The structure of the butterfly network lends itself to a well-known (unipath) routing algorithm (Fig 3), which we later extend to the multipath case. The unipath algorithm first follows a down or down-right edge at every step, increasing the level *l* by 1 and cycling through the indices of the place-within-level. If the current node’s place-within-level matches the destination node’s at index *l*, a down edge is chosen and the place-within-level does not change. Otherwise, a down-right edge is chosen and the *l*th component of the place-within-level is flipped, after which it matches the destination. After *m* iterations of this, all levels have been visited and the place-within-level matches that of the destination. Simply following down (or up) edges will then increment (decrement) the level until the destination node is reached.

### Butterfly rewiring

Even when a butterfly topology cannot be implemented perfectly, it can still increase the attack tolerance properties of a network. Here, we simulate targeted attacks against a snapshot of the internet’s router network on January 2, 2000 [45], having 6493 nodes and 13914 edges. At each step of the simulation, betweenness centrality is recalculated and the most central node is removed. We also simulate attack on several rewired networks. The rewiring process alters the network structure to resemble a butterfly topology, without adding any additional edges. We 1. generate edges corresponding to a 9-dimensional butterfly network between the 4608 highest-degree router nodes, 2. choose a fraction *f* of those edges at random, 3. add those edges to the router network, and 4. remove an equal number of the original edges at random.

Our simulations show improved resistance to fragmentation and higher effective redundancy when even a fraction of edges have been rewired to match the butterfly topology. While the original router network fragments when about 1% of the nodes have been removed (Fig 5), this number increases to 2% with only 10% of the butterfly edges present. With 90% of the butterfly edges present the network remains unfragmented beyond the failure of the 8% most central nodes. The effective redundancy for various values of trust transitivity *h* are shown in Fig 6. The effective redundancy is calculated by collapsing nodes and edges within *h* hops of source and destination into single nodes and finding the min-cut between them, averaging over 150 source-destination pairs. For *h* = 0, the rewired version has strictly higher redundancy. For *h* > 0, the original network has higher redundancy when the number of failures is small, while the rewired network has higher redundancy beyond a crossover point.
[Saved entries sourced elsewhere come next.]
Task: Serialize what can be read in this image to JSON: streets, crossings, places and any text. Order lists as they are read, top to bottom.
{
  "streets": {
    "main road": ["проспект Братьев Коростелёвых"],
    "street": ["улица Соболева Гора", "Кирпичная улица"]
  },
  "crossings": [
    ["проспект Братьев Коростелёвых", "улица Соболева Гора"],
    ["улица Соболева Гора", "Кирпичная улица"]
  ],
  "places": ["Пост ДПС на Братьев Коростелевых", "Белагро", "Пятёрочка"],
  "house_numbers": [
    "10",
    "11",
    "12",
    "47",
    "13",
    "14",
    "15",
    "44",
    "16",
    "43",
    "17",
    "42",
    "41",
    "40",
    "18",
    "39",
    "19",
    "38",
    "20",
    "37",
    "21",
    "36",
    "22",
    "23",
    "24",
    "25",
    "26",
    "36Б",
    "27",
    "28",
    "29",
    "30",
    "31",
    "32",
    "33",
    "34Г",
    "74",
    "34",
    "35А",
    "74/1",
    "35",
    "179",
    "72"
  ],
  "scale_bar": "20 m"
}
We interpret these results to suggest that even when a small number of highly central nodes have been removed from a heavy-tailed network, most nodes are still able to take advantage of the remaining hubs. As larger hubs continue to be removed, the connectivity of the network decreases until the crossover point, at which point the rewired network offers higher effective redundancy.
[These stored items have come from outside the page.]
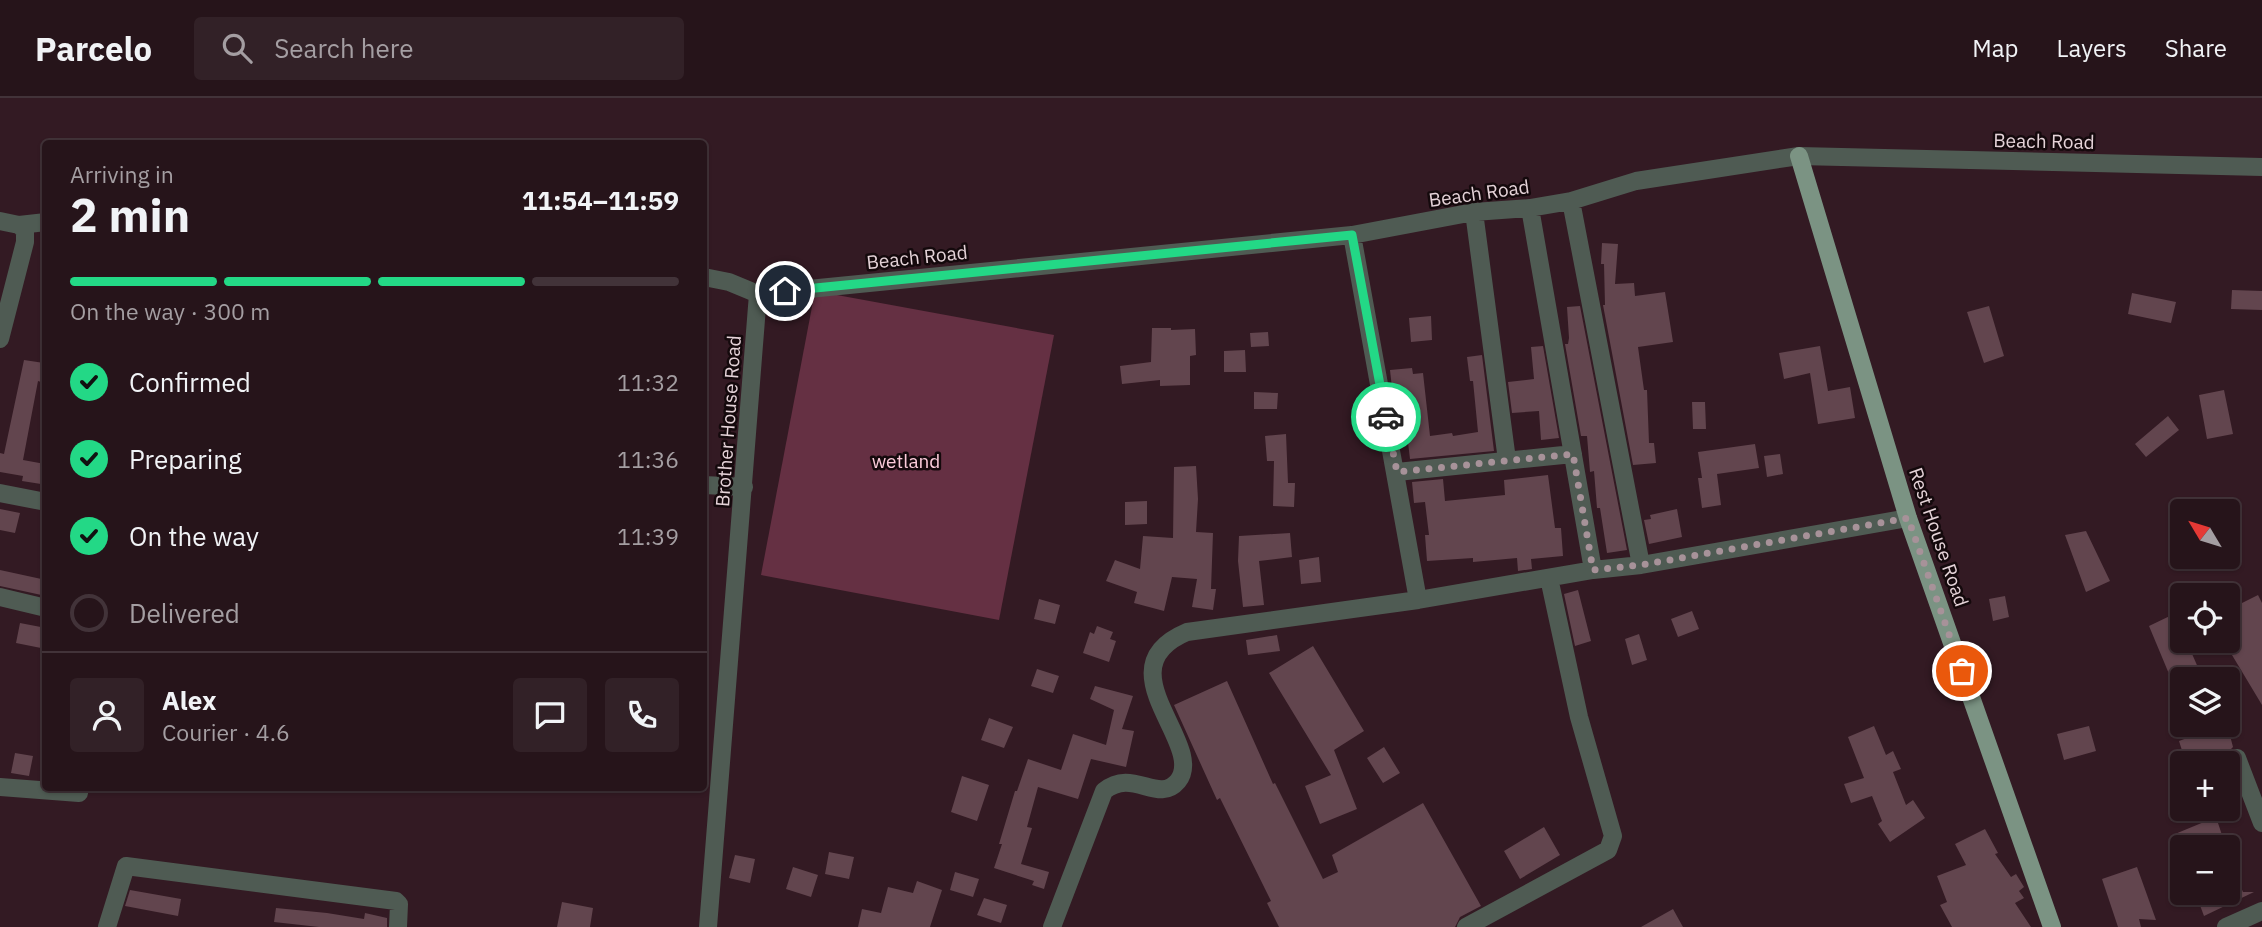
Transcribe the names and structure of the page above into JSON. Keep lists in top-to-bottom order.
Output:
{
  "streets": {
    "main road": ["Rest House Road"],
    "street": ["Beach Road", "Brother House Road"]
  },
  "crossings": [
    ["Beach Road", "Brother House Road"],
    ["Beach Road", "Rest House Road"]
  ],
  "parks": ["wetland"],
  "north": "top left",
  "page": {
    "header": "Parcelo",
    "search": "Search here",
    "nav": ["Map", "Layers", "Share"],
    "heading": ["2 min", "Arriving in", "11:54–11:59"],
    "panel": ["Alex", "Courier · 4.6"],
    "bar": "On the way · 300 m",
    "list": [
      ["Confirmed", "11:32"],
      ["Preparing", "11:36"],
      ["On the way", "11:39"],
      "Delivered"
    ],
    "map_buttons": ["+", "−"]
  }
}
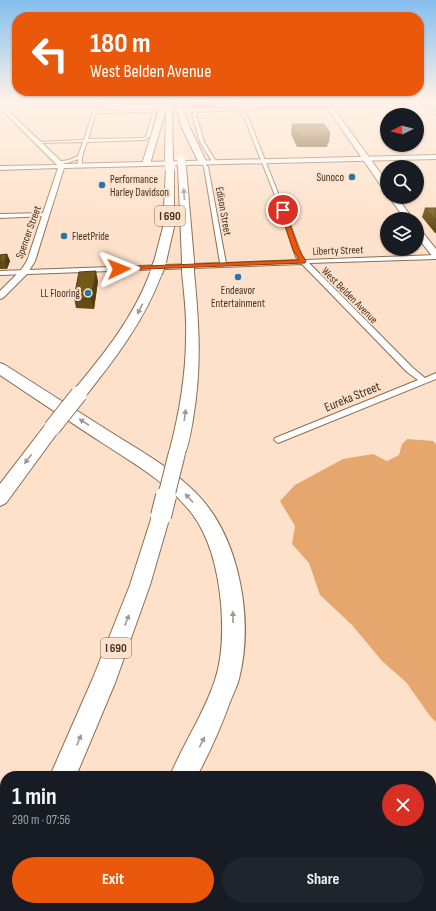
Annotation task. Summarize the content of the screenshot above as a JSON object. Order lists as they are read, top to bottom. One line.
{"streets":{"highway":["I 690"],"main road":["Spencer Street"],"street":["Edison Street","Liberty Street","West Belden Avenue","Eureka Street"]},"crossings":[["Edison Street","Liberty Street"],["Spencer Street","Liberty Street"],["Liberty Street","West Belden Avenue"],["West Belden Avenue","Eureka Street"]],"places":["Sunoco","Performance Harley Davidson","FleetPride","Endeavor Entertainment","LL Flooring"],"north":"left","page":{"turn":["180 m","West Belden Avenue"],"heading":["1 min","290 m · 07:56"],"buttons":["Exit","Share"]}}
The original network fragments when the top 1% of nodes are removed. With only 10% of the butterfly edges present, this value doubles to 2%. With 90% of the edges rewired, the network remains unfragmented beyond the failure of the 8% most central nodes. The rewiring scheme does not require adding any additional edges.

The effective redundancy is shown for several values of trust transitivity *h*. For *h* > 0, the original network has higher effective redundancy up to a crossover point, after which the rewired network performs better.

## Multipath butterfly routing

We now present a routing algorithm to construct 2^{h} independent paths between two nodes in a butterfly network, where *h* is the trust radius under the partial trust model. Informally, Alice sends each message to a distinct node on her trust boundary, then to a distinct intermediate node in the untrusted region, then to a distinct node on Bob’s trust boundary, and finally to Bob. The intermediate nodes are in a sense “far” from each other and ensure that no two paths overlap in the untrusted region. Each path can be parameterized by a single integer *s*, which identifies the specific node on Alice’s trust boundary (or equivalently the node on Bob’s trust boundary, or the untrusted intermediate).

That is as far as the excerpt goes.